## Exercise inputs
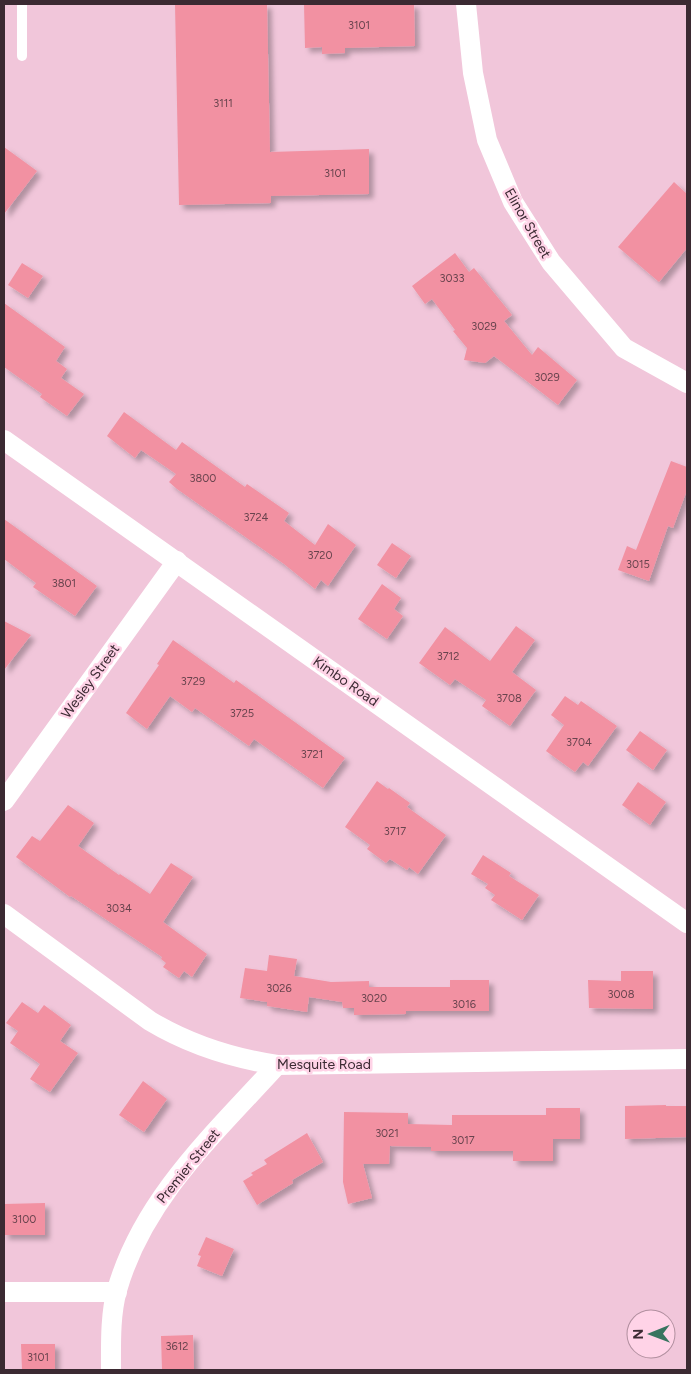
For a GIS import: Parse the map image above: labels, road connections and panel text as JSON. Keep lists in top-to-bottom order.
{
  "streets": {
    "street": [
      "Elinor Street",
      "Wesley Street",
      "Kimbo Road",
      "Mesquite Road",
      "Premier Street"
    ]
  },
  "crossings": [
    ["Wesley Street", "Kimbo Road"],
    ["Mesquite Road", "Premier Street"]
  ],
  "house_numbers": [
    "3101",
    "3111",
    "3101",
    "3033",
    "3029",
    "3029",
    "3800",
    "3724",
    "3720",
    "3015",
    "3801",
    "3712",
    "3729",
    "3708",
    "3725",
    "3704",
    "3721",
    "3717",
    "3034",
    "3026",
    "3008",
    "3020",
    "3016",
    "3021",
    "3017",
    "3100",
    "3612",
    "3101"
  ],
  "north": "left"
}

## Task objective
Please transcribe the entries precisely and omit any images they hold.

## Answer section
For a GIS import: Parse the map image above: labels, road connections and panel text as JSON. Keep lists in top-to-bottom order.
{
  "streets": {
    "street": [
      "Elinor Street",
      "Wesley Street",
      "Kimbo Road",
      "Mesquite Road",
      "Premier Street"
    ]
  },
  "crossings": [
    ["Wesley Street", "Kimbo Road"],
    ["Mesquite Road", "Premier Street"]
  ],
  "house_numbers": [
    "3101",
    "3111",
    "3101",
    "3033",
    "3029",
    "3029",
    "3800",
    "3724",
    "3720",
    "3015",
    "3801",
    "3712",
    "3729",
    "3708",
    "3725",
    "3704",
    "3721",
    "3717",
    "3034",
    "3026",
    "3008",
    "3020",
    "3016",
    "3021",
    "3017",
    "3100",
    "3612",
    "3101"
  ],
  "north": "left"
}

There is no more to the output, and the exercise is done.